**Collected data entries:**
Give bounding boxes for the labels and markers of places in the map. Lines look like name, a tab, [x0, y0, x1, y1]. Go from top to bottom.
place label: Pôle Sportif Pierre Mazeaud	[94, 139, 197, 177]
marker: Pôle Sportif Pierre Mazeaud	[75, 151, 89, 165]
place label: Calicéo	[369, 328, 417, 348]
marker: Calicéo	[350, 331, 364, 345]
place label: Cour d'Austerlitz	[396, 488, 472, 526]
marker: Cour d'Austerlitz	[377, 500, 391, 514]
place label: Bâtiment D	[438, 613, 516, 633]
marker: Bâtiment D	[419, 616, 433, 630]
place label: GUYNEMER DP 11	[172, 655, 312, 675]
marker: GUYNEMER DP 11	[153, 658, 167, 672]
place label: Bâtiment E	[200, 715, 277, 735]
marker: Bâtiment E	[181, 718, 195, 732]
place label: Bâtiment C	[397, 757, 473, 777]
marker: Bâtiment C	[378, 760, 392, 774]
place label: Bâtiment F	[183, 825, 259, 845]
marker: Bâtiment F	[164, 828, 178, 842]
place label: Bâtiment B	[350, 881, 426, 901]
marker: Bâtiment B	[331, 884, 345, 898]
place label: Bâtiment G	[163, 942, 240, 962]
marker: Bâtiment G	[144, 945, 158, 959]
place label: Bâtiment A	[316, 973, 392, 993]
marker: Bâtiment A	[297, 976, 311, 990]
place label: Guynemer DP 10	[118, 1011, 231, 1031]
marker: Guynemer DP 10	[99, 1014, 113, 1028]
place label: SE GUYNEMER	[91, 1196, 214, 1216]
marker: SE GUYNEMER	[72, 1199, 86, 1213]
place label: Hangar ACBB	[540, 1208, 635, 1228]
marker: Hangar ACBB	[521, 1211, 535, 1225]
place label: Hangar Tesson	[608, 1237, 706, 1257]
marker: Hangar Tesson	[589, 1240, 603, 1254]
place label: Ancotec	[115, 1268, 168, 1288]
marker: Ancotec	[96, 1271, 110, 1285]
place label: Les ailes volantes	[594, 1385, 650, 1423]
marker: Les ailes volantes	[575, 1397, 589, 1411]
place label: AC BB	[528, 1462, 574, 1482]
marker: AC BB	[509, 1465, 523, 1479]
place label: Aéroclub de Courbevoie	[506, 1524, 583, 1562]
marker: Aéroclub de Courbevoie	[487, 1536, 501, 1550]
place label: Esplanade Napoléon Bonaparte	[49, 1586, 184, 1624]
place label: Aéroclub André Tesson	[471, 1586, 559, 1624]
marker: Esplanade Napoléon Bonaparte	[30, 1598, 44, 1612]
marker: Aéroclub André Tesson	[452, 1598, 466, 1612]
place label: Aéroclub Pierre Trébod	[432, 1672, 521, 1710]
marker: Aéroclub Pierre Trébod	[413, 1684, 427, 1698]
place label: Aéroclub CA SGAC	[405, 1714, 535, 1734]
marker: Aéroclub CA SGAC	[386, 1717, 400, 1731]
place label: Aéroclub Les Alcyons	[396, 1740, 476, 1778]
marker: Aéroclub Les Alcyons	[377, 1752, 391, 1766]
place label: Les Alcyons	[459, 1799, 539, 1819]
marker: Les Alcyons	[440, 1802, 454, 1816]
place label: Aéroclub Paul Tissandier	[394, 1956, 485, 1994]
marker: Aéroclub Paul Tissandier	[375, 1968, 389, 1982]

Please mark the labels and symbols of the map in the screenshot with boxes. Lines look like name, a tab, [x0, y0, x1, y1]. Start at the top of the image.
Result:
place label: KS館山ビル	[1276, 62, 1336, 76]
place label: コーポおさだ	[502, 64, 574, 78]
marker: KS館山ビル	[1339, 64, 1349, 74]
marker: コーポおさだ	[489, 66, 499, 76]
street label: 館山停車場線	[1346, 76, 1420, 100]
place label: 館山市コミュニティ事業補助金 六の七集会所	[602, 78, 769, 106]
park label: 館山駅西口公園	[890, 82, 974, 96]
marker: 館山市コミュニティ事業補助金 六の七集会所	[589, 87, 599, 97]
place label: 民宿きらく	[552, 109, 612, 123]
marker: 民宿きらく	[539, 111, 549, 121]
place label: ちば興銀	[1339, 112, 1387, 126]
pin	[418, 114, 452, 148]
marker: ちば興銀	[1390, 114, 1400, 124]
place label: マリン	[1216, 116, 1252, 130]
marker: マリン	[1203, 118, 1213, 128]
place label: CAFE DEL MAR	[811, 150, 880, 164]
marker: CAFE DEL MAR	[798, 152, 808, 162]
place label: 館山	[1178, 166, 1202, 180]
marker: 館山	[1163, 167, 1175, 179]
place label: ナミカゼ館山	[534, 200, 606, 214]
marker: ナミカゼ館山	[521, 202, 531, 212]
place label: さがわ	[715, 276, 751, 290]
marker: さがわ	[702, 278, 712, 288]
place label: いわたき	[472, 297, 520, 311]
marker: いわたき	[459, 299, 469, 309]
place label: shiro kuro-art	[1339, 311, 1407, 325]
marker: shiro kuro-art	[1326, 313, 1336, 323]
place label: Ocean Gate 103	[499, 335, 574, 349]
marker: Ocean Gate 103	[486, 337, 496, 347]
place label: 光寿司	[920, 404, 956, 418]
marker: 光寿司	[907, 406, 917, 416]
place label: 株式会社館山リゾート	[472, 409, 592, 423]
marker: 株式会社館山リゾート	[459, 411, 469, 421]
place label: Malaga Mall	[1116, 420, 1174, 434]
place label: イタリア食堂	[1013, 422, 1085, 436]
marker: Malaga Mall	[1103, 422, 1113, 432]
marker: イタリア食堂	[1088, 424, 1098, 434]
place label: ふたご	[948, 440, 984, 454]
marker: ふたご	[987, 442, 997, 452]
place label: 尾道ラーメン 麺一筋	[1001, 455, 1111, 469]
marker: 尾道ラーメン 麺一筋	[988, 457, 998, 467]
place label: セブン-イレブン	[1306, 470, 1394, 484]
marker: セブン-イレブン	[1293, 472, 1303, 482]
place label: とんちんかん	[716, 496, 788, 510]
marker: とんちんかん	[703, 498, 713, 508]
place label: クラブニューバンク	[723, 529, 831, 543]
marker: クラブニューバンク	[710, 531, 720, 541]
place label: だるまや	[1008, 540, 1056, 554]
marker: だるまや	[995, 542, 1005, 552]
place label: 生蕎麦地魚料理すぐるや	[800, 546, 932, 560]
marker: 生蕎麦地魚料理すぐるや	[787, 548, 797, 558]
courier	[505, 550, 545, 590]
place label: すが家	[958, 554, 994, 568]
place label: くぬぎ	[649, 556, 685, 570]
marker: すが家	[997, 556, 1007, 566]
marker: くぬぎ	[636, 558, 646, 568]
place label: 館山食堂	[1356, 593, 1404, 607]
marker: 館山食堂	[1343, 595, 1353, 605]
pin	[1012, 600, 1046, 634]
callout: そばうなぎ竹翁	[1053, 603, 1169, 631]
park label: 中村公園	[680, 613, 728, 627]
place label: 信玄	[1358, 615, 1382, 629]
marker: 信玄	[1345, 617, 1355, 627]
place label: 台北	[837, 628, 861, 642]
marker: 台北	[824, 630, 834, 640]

**Assignment:** Please copy out each line in the entries that mentions the string "Mazeaud".

**Written answer:**
place label: Pôle Sportif Pierre Mazeaud	[94, 139, 197, 177]
marker: Pôle Sportif Pierre Mazeaud	[75, 151, 89, 165]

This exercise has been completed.